La mia mente correva all’impazzata. Ero stata davvero sciocca, avevo imparato ben poco. «Allora a tentare di ucciderla è stata un’altra IA.»

«Sembrerebbe di sì.»

«Perché?»

Johnny mosse le mani. Forse per cancellare quel quanto di conoscenza morto con il mio cìbrido. Qualcosa che io avevo appreso solo di recente, e che l’altra IA… o le altre IA sapevano sarebbe scomparso con il crollo del mio sistema.

Mi alzai, andai avanti e indietro, mi fermai alla finestra. Ora l’oscurità scendeva sul serio. Nella stanza c’erano alcuni lumi, ma Johnny non si mosse per accenderli e io preferivo la penombra. Rendeva ancor meno reale l’irrealtà di quello che sentivo. Guardai nella stanza da letto. Le finestre esposte a ovest lasciavano entrare l’ultima luce. Le lenzuola brillavano, bianche. «Sei morto qui» dissi.

«Lui morì in quella stanza» rispose Johnny. «Non sono lui.»

«Ma hai i suoi ricordi.»

«Sogni per metà dimenticati. Ci sono dei vuoti.»

«Ma sai che cosa sentiva

«Ricordo quel che il progettista pensava che lui sentisse.»

«Dimmelo.»

«Eh?» La pelle di Johnny era pallidissima, nella luce scarsa. I corti riccioli sembravano neri.

«Cosa si prova a morire. Cosa si prova a rinascere.»

Johnny me lo spiegò, con una voce molto bassa, quasi melodiosa, che scivolava a volte in un inglese troppo antico per essere capito, ma molto più bello all’orecchio della lingua ibrida che parliamo al giorno d’oggi.

Mi spiegò che cosa significava essere un poeta ossessionato dalla perfezione, più duro, verso le proprie poesie, perfino dei critici più maligni. E i critici erano stati spietati. Avevano messo in ridicolo le sue poesie, le avevano definite insulse e prive d’originalità.

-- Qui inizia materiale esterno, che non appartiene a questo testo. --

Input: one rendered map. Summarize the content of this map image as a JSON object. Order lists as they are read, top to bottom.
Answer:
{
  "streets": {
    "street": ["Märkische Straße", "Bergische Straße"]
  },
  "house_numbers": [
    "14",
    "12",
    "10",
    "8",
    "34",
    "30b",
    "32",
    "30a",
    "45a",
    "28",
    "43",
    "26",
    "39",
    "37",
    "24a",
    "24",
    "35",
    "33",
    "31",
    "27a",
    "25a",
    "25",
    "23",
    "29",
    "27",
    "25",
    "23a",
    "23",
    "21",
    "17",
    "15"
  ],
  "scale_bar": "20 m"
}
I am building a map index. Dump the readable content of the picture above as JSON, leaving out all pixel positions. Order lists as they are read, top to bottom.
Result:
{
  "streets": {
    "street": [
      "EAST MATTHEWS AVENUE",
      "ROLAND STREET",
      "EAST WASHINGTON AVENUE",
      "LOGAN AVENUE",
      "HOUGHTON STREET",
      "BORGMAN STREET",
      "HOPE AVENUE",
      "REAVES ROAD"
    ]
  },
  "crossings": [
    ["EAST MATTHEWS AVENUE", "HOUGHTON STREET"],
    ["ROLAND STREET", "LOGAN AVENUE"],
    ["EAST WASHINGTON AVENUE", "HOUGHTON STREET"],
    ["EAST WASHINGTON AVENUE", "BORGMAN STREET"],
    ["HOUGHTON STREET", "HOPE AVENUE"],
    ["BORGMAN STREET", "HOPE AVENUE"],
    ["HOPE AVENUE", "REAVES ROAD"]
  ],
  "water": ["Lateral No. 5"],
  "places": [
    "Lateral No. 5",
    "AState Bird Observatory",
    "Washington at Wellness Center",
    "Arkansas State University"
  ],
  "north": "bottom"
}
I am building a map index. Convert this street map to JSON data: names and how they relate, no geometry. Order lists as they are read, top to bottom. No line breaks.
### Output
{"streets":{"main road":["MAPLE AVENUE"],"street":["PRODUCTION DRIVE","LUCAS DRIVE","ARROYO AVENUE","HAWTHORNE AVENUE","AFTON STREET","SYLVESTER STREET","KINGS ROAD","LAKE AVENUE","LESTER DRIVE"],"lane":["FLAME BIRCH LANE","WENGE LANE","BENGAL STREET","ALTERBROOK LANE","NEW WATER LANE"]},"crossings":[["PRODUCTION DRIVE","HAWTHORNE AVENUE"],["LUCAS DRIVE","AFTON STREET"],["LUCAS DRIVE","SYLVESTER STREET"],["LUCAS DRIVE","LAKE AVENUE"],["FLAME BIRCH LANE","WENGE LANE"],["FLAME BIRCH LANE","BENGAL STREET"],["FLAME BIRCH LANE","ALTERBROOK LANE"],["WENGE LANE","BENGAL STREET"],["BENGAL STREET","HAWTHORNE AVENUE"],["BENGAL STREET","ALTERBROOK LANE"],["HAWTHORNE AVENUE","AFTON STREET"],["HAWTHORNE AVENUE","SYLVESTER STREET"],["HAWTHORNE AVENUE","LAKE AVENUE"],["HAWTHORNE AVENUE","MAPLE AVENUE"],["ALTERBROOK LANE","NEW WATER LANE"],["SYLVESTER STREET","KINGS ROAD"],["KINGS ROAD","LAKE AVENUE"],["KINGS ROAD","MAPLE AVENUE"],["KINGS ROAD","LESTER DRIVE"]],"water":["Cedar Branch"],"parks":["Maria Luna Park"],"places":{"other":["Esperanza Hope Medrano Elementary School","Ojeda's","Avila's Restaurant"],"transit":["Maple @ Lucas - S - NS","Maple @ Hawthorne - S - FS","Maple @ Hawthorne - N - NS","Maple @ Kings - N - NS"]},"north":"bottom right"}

Troppo povero per sposare la donna che amava, aveva prestato del denaro a suo fratello in America, perdendo così l’ultima possibilità di sicurezza economica… e poi provò la breve gloria della piena maturazione della sua vena poetica, proprio quando cadeva preda dello stesso “mal sottile” che aveva già reclamato sua madre e il fratello Tom. Poi era partito per l’esilio in Italia, secondo l’opinione generale “per motivi di salute”, pur sapendo che significava una morte penosa in solitudine all’età di ventisei anni. Johnny mi spiegò la sofferenza nel vedere la scrittura di Fanny sulle lettere che trovava troppo doloroso aprire; la fedeltà del giovane artista Joseph Severn, scelto come compagno di viaggio di Keats da “amici” che alla fine avevano abbandonato il poeta; descrisse come Severn avesse assistito il moribondo e fosse rimasto con lui negli ultimi giorni. Le emorragie notturne, i salassi del dottor Clark e le sue prescrizioni a base di “esercizio fisico e aria buona”, la finale disperazione religiosa e personale che aveva condotto Keats a chiedere che sulla sua tomba fosse scritto questo epitaffio: “Qui giace un uomo il cui nome fu scritto sull’acqua”.